Material for the task below:

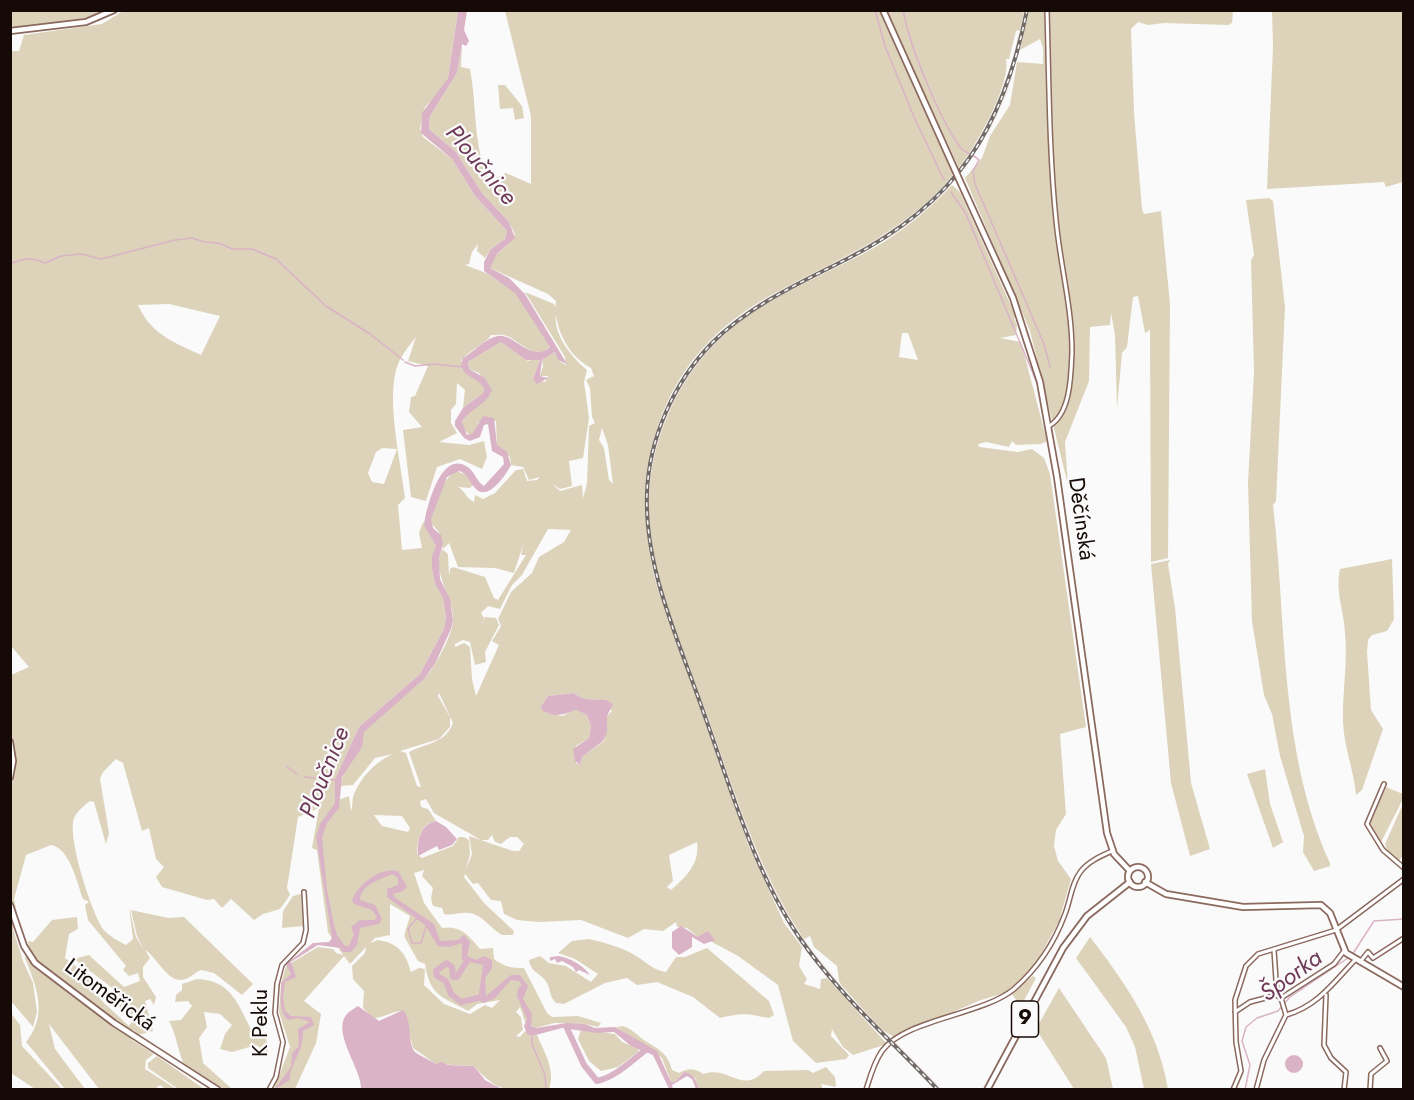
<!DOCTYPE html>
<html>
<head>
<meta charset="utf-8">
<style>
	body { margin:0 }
	#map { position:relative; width:1414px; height:1100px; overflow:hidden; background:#fafafa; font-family:Jost,sans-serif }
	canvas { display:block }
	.frame { position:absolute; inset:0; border:12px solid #160a06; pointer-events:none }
</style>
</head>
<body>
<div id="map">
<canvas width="1414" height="1100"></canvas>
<div class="frame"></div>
</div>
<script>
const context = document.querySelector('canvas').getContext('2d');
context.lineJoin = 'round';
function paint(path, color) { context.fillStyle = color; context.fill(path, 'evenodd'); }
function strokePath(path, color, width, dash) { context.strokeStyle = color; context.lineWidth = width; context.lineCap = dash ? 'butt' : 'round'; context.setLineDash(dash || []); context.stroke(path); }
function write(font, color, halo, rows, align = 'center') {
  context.font = font + ' Jost,sans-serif'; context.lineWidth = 4.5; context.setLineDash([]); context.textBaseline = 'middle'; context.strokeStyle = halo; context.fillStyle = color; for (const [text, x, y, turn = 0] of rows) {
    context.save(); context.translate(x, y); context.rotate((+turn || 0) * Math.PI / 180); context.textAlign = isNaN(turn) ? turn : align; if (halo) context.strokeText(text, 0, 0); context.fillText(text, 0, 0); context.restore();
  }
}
paint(new Path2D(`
	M1024 11H1029L1008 91 991 128 967 166 936 202 899 232 761 307 714 345 690 374 669 411 656 451 650 490V520L662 585 753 842 794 924 815 954 850 996 942 1089H935L834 987 799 942 763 879 741 825 657 586 645 532 644 490 651 449 665 409 686 372 711 341 758 303 896 228 933 199 959 168 981 136 998 102 1012 61Z`), '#f4eae7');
paint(new Path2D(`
	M10 11H110L100 16 11 29Z
	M123 11H458L448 78 437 95 425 107 420 128 423 137 452 159 475 196 507 231 505 239 490 250 485 258 477 251 478 244 472 252 469 264 465 265 486 273 515 292 550 346C536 362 518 340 507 336 502 334 496 335 491 335 488 342 468 351 461 361L484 387 483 393 463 408 465 390 457 383 456 404 451 410V423L457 433 439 442 469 445 484 441 487 457 482 469 460 459 437 467 426 501 411 497 403 430 422 427 409 412 411 397 415 396 428 366 408 361 416 337C410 345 402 354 398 364 385 396 401 463 405 498L398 505 402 550 422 548 419 533 423 522 436 546 432 569 435 584 443 598 446 617 444 629 420 674 359 727 335 779 336 801 349 796 351 811C353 806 352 802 353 797 359 779 376 761 393 754L375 758 353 785 341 786C341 773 351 764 356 753 360 745 360 735 366 728 386 704 417 692 434 666 441 654 453 633 453 619 453 594 431 574 442 549L448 554 449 576 450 569 453 567 485 577 494 598 498 600 526 555H521L524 542 514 573 495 568 458 567 449 543 443 549 439 532 431 523C429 509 443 478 456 471L467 475 473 485 470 488 458 487C465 490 466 499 474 502L475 495 483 499 495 493 516 470 523 469 527 481 537 480 540 477 529 480 523 467 511 465 510 457 497 445 496 421 478 423 476 431 470 435 464 430 462 422 468 413 491 394 479 373 469 369 468 362 501 342 528 361 537 358 540 360 533 379 545 382 548 376H540L543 366 542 360 555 352 558 360 566 365 565 357 525 292 554 304 555 308 556 301 548 294 490 268C491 253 510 248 515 234L509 222 482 193 456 152 429 129 430 116 457 73 462 44 461 67 470 69 471 75C477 111 473 148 490 180L506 173 531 184V116L505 11H879L953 175C903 237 828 262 761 301 656 363 627 474 657 586L748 844 784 923 802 947 799 966 807 979 804 984 820 989 821 979 827 978 887 1044 853 1055 843 1047 832 1029 831 1036 849 1055 846 1059 816 1063 793 1041 778 985 738 956 710 941 712 940 698 937 687 928 677 927 676 922 663 931 644 929 628 938 581 920 538 922 517 920 504 914 501 901 491 900 478 883 473 884 465 874 464 877 484 903 514 931 513 935H502C491 929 482 914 469 913 460 912 453 916 444 914L442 908 433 906 431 898 433 888 422 876 424 870 414 873 424 903 442 928C461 925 468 935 480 949L493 948 494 959C505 967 511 968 524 968L547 1013 552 1017 578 1016 601 1023 598 1027 585 1024 555 1023 535 1028 525 1022 520 1007 516 1012 521 1017 523 1030 516 1036 520 1037 525 1031 532 1036 537 1035C544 1051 556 1071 549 1089 510 1089 502 1097 474 1066L436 1064 413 1048 404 1011C393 1010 385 1018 373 1018L363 1008 364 991 353 979 352 966 365 953 366 947 350 964 344 956 304 1001 321 1014 316 1043 295 1089H274L290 1047 279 1012 281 984 286 966 318 947 333 949 336 953 343 955 328 932 317 850 312 848 319 808 298 817 287 888 290 895 280 909 263 914 254 920 231 899 222 908 214 899 207 900 162 887 156 877 164 867 156 859 149 828 142 831 123 763 116 759 103 772 100 779 109 833 106 844 94 802 90 801C85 805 77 811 74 818 67 838 92 913 103 929 109 936 118 941 126 945L133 939 129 907 136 937 144 950 137 936 131 910 168 918 184 917 253 984 242 995 214 973 201 970C196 972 192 976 188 978 169 988 158 957 145 950L150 958 143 967V977L156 997 154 1005 150 999 145 1001 153 1031 138 1035 134 1030 130 1032 132 1040 154 1054 146 1060 145 1069 176 1089H165L160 1085 155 1089H99L49 1024 55 1049 85 1089H65L26 1042C48 1015 37 988 25 958L29 950 28 941 33 942 52 920 77 917 78 929 69 934 65 958 95 981 102 1001 129 1026 133 1020 132 1014 120 1012 119 993 74 959 89 955 124 987 140 981 138 973 129 976 123 970 126 966 88 920 85 905 89 902 83 899C77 883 70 848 51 845L26 855 14 899 17 913 13 929 23 961 33 983 37 1012 33 1027 11 1001V675L29 667 11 646 10 51H19L24 35 102 24ZM169 304 220 316 201 355C173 342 151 334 138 305ZM556 315C559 337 572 358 591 368L594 376 586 380 590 388 592 417 595 423 589 426 587 484 583 498 582 485 560 491 552 484 560 489 572 486 569 461 583 458 589 418 584 382 587 370C572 358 553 334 556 315ZM602 428 608 445 613 484 609 480 604 448 599 440ZM382 448 397 449 384 484 372 482 368 473 376 452ZM548 529 571 530 564 542 539 557 532 573 511 592 498 619 501 626 492 641 499 645 476 696 472 679 470 647 464 643 455 647V644L463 640 470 642 475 665 486 662 485 652 499 625 496 618 485 617 479 629 484 618 481 613 488 606 500 609 512 585 522 575ZM439 693 453 723C445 744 426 743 409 752L421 787 417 786 406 753 400 751 439 739 450 727V717L438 696ZM573 693 585 699 602 700 612 711 607 716 604 741 582 757 580 765 576 763V746L589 738 591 726 587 715 576 710 562 716 546 713 541 706 548 696ZM426 799 434 813 481 840H488L492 835 495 842 501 844 510 837H517L524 844 519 851H513L469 836 472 854 466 870 470 854 469 840 464 837H459L453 846 422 858 417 854C417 841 420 824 436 821L428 809 421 807 420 801ZM374 815 402 816 410 828 408 832 382 826ZM697 842C700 863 687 876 671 890L667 887 673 881 669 855ZM390 904 410 916 404 936 418 961 425 964C430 996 441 996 468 1011L477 1004 500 1000 492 1008 485 1005 470 1014 444 1004 424 985 425 969 419 968 411 972C406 954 399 943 378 940L370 943 375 938 390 935Z
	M886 11H1024L1020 30 1016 31 1009 59H1006C1011 85 976 146 959 168Z
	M1029 11H1233L1232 23 1228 25 1164 23 1148 25 1138 22 1131 29 1134 113 1142 209 1144 214 1161 211 1170 304 1168 558 1151 562 1150 330 1145 333 1138 296 1133 297 1127 347 1122 353 1117 408 1115 335 1111 313 1110 325 1090 327 1089 381 1065 442 1068 485 1030 331 965 178 982 158 990 136 1010 105 1017 62 1043 64V48L1040 39 1020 50Z
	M1272 11H1403V182L1386 187 1384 182 1267 189 1273 46Z
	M498 85H505L522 106 524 118 515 120 513 108 500 109Z
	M952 185 960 192 1016 317 1014 318 1017 325 1016 335 1000 338 1021 342 1047 441 1041 444 1016 445 1012 441 1009 447 986 442 978 444 979 447 1018 452 1032 449 1044 458 1050 474 1086 727 1060 734 1066 814 1056 830 1054 846 1058 861 1071 879 1059 921 1032 971 1005 993 981 1000 894 1037 881 1029 842 986 839 981 837 966 814 947 810 936 804 939C760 873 737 799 711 726 689 664 659 600 651 534 641 462 670 385 723 336 769 293 831 274 884 242 909 226 932 207 952 185ZM902 333H908L918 360 899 357Z
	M1269 198 1273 201 1285 307 1276 501 1273 505C1287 625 1279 751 1330 863V866L1314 871 1303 852 1304 836 1280 756 1272 714 1264 695 1252 621 1248 483 1254 372 1251 260 1254 255 1246 200Z
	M1392 559 1394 619 1387 631 1372 635 1368 640 1367 652 1371 710 1383 729 1362 790 1356 795C1354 770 1344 748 1343 722 1342 693 1348 662 1345 633 1344 610 1335 592 1340 569Z
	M1170 560 1168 564 1175 608 1191 783 1210 849 1190 856 1171 783 1151 564Z
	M1265 769 1270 804 1283 842 1273 848 1247 774Z
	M1386 787 1403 794V799L1380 844 1370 826V820Z
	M1403 804V856L1399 860 1387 851 1385 844Z
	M301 894 303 926 282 928 283 911 293 896Z
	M1090 937C1126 984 1158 1029 1168 1089H1144L1135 1047 1126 1027 1076 958Z
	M589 939C605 943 622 947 636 956 647 962 652 970 666 972L676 957H685L707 948 769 1001 774 1015 769 1018C746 1014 745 1012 720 1018L693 997 657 982 637 985 627 978 605 983 564 1004 556 1003C549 997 551 987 545 980 538 972 531 972 529 960L540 956 549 963 566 966 591 982 598 974 575 959 558 953 572 941Z
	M1033 976 1036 978 1021 1006 1011 993Z
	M197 979C232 980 238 1005 253 1033L266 1037 268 1052 256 1045 232 1052 220 1049 225 1034 232 1025 220 1014 204 1012 207 1027 199 1038 203 1063 232 1089C218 1089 195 1078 185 1066 180 1059 176 1033 169 1021L181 1020 192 1006 188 1001 175 1002 176 995 182 990V984Z
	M1059 988 1106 1058 1113 1089H1074L1036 1029Z
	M10 1012 20 1025 22 1046 62 1089H35L11 1073Z
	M623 1026C634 1030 637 1036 647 1042 660 1050 668 1054 672 1070L679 1073C688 1068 695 1068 703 1074 729 1065 742 1095 764 1071L808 1070 813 1073 826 1067 835 1077 836 1087 821 1084 823 1089H699L695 1078 684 1072 676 1081 671 1082 662 1058 616 1027Z
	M581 1030 615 1034 622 1042 639 1049 638 1052 618 1067 601 1071 589 1061 578 1039Z
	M157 1056 204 1089H178L148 1068V1063Z`), '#dcd3ba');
paint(new Path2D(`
	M458 11H467L464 30 469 41 466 46 462 44 457 73 430 116 429 129 456 152 482 193 509 222 515 238 497 254 490 268 509 278 525 294 567 364 558 360 555 352 542 360 540 376 548 378 537 384 533 379 540 360H526L501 342 468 362 469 369 485 378 492 390C487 405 469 409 462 422L467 435 473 433 483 416 494 418 497 445 507 452 511 465C506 475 487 503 475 488 468 481 469 474 459 471L447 477 431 519 433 528 441 535 443 543 439 559 440 579 450 599 453 620 451 629 435 664 424 679 364 732 362 747 342 777 339 808 327 823 322 838 327 890 334 925 337 935 345 946H349L354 934 351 927 360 920H375L377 917 372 910 354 904 352 900C358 884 380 867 398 871L407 887 403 891 393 894 394 897 434 924 440 941 458 940 464 935 470 942 467 956 476 960 484 956 492 960V968L485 978 486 996 511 975H520L528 986 523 999 532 1014 531 1026 536 1028 567 1023 585 1024 595 1028 615 1027 657 1051 671 1082 676 1081 684 1072C694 1073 696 1081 699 1089H696L692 1079 687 1076 672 1085 673 1089H669L653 1055 631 1046 614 1032 597 1033 562 1028 532 1036 527 1034 524 1026 527 1019 517 996 518 988 522 985 519 981 511 980 495 998 484 1003 478 1000 483 965 462 960V943L450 947 438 946 425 925 387 897V889L398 885V878L392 874C380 880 361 884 360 900L375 905 382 919 379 924 360 928 357 945 351 952H343L340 948 318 945 291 962 296 977 285 982 283 997 285 1011 291 1016 311 1017 314 1025 303 1031C304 1051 290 1063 290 1080L274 1090 291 1067 292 1053 299 1046 298 1029 310 1022 298 1018 288 1020C277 1007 282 997 281 983L291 974 286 964 313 943 329 942 332 938 316 837 320 824 335 803V779L359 727 420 674 444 629 446 617 443 598 435 584 432 569V556L436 546 424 525C426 509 441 446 469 468 475 473 477 482 484 486L504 464 503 457 492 451 488 424 484 425 480 437 470 441 464 438 455 426V421L463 408 483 393 484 388C477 376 456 376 463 358 474 352 485 338 498 336 514 333 530 363 550 347L515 293 484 271V262L490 250 505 239 507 231 475 196 452 159 421 133 422 113 448 78Z
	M573 693 585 699 606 700 613 704 607 716V732L603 741 582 757 580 765 575 761 573 749 589 738 591 726 587 715 576 710C564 715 552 718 542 710L541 706 548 696Z
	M436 821 446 827 457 839 452 845 439 850 437 846 418 856C417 842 419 825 436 821Z
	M681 926 698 937 708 931 715 940 704 944 692 937V947L679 955 672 948V932Z
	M559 956C572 959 583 965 590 975L579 970 576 972 573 967 562 961 557 963 555 959 550 961V957Z
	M358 1006 379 1021 403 1010C413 1021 407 1044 415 1052 420 1056 430 1060 436 1064L442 1062 448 1065 474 1066 485 1080 502 1089H361C362 1069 332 1034 346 1015 349 1011 354 1009 358 1006Z
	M1285 1064a9 9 0 1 1 18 0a9 9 0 1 1-18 0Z`), '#dab3c7');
strokePath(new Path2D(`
	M875 10 885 46 914 117 944 180
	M903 10C910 47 938 116 960 147 965 153 973 154 979 160L973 171 975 184 1044 344 1050 367
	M951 192 966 214 1037 383
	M10 264C24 258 31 257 45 263L61 256 81 254 101 259 175 240 192 238 204 242 219 243 232 249H252L276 259 326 306 370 334 403 360
	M405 362 415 366 434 364 463 367
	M286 766 297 774
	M304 777 335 780
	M417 918 408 929 412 943H421L426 927
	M1352 955 1374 921 1404 919
	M532 1037V1044L545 1075 546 1090
	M1245 1090 1250 1065 1242 1041 1246 1027 1257 1018 1278 1011 1290 997 1348 958`), '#dab3c7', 1.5);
strokePath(new Path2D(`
	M467 961 457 977H453L452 967 447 963 436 971 437 976 446 981 451 994 461 1002 482 997
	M566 1026 584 1065 597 1081C616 1077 632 1060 647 1049`), '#dab3c7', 6);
const street = new Path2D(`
	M1047 10C1049 80 1049 151 1056 220 1060 264 1072 307 1072 351 1071 375 1071 414 1049 426
	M1384 784 1367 824 1383 850 1404 868
	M1274 950 1277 995
	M1373 958 1404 938
	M1360 962 1368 952 1373 958
	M1326 995 1324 1045 1331 1058 1346 1072 1344 1090
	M1281 998 1286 1015
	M1235 1012 1250 1002 1277 995 1281 998 1334 964 1344 951
	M269 1090 276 1077 283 1042 275 1013 277 984 282 965 303 943 306 930 304 892
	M866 1090C870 1077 874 1062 882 1051 905 1019 983 1015 1014 989 1038 968 1054 944 1065 914 1071 899 1071 884 1081 871 1089 861 1101 856 1112 851
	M1233 1090 1241 1071 1236 1042 1235 1000 1246 966 1258 954 1336 930 1404 879
	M1256 1090 1264 1060 1286 1015C1318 1006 1334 982 1356 959
	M1370 1090 1371 1074 1387 1061 1380 1048`);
const secondary = new Path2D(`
	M883 10 955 170
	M10 31 86 22 114 10
	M959 179 1013 298 1040 382 1057 477 1107 833 1114 854 1130 871
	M10 742 13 761 10 777
	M1128 877a10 10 0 1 1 20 0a10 10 0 1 1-20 0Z
	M1145 882 1166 894 1243 907 1321 905 1330 913 1346 953 1404 987
	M10 905 24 946 35 963 114 1023 218 1090`);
const primary = new Path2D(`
	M987 1090 1063 948 1087 916 1130 882`);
strokePath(street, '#8b695e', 6);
strokePath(secondary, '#8b695e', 8);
strokePath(primary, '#8b695e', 8);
strokePath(street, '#fff', 3);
strokePath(secondary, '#fff', 4.5);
strokePath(primary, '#fff', 4.5);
const rail = new Path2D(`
	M938 1090C891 1040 838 994 799 937 753 869 731 788 703 711 679 641 644 568 647 493 649 438 674 382 712 343 750 305 800 283 847 259 957 203 1003 129 1027 10`);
strokePath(rail, '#716a67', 4);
strokePath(rail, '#fafafa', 1.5, [4.5]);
const secondaryBridge = new Path2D(`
	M955 170 959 179`);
strokePath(secondaryBridge, '#8b695e', 8, []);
strokePath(secondaryBridge, '#fff', 4.5);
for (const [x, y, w] of [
	[1025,1019,27]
]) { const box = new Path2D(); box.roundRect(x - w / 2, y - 18, w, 36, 4.5); context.fillStyle = '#fafafa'; context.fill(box); strokePath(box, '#160a06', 1.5); }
write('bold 21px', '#160a06', null, [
	["9",1025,1019]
]);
write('22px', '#160a06', '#fafafa', [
	["Děčínská",1080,519,82],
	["Litoměřická",109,996,36],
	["K Peklu",262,1023,-90]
]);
write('italic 24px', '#6e3a57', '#fafafa', [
	["Ploučnice",480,166,50],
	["Ploučnice",326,773,-68],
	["Šporka",1292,977,-36]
]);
</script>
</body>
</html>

End of Material for the task.

Work required :: Starting with the first line of the data above and ending with the line containing "function paint(path, color)", please restate every line exactly, leaving images out.

Exercise response ::
<!DOCTYPE html>
<html>
<head>
<meta charset="utf-8">
<style>
	body { margin:0 }
	#map { position:relative; width:1414px; height:1100px; overflow:hidden; background:#fafafa; font-family:Jost,sans-serif }
	canvas { display:block }
	.frame { position:absolute; inset:0; border:12px solid #160a06; pointer-events:none }
</style>
</head>
<body>
<div id="map">
<canvas width="1414" height="1100"></canvas>
<div class="frame"></div>
</div>
<script>
const context = document.querySelector('canvas').getContext('2d');
context.lineJoin = 'round';
function paint(path, color) { context.fillStyle = color; context.fill(path, 'evenodd'); }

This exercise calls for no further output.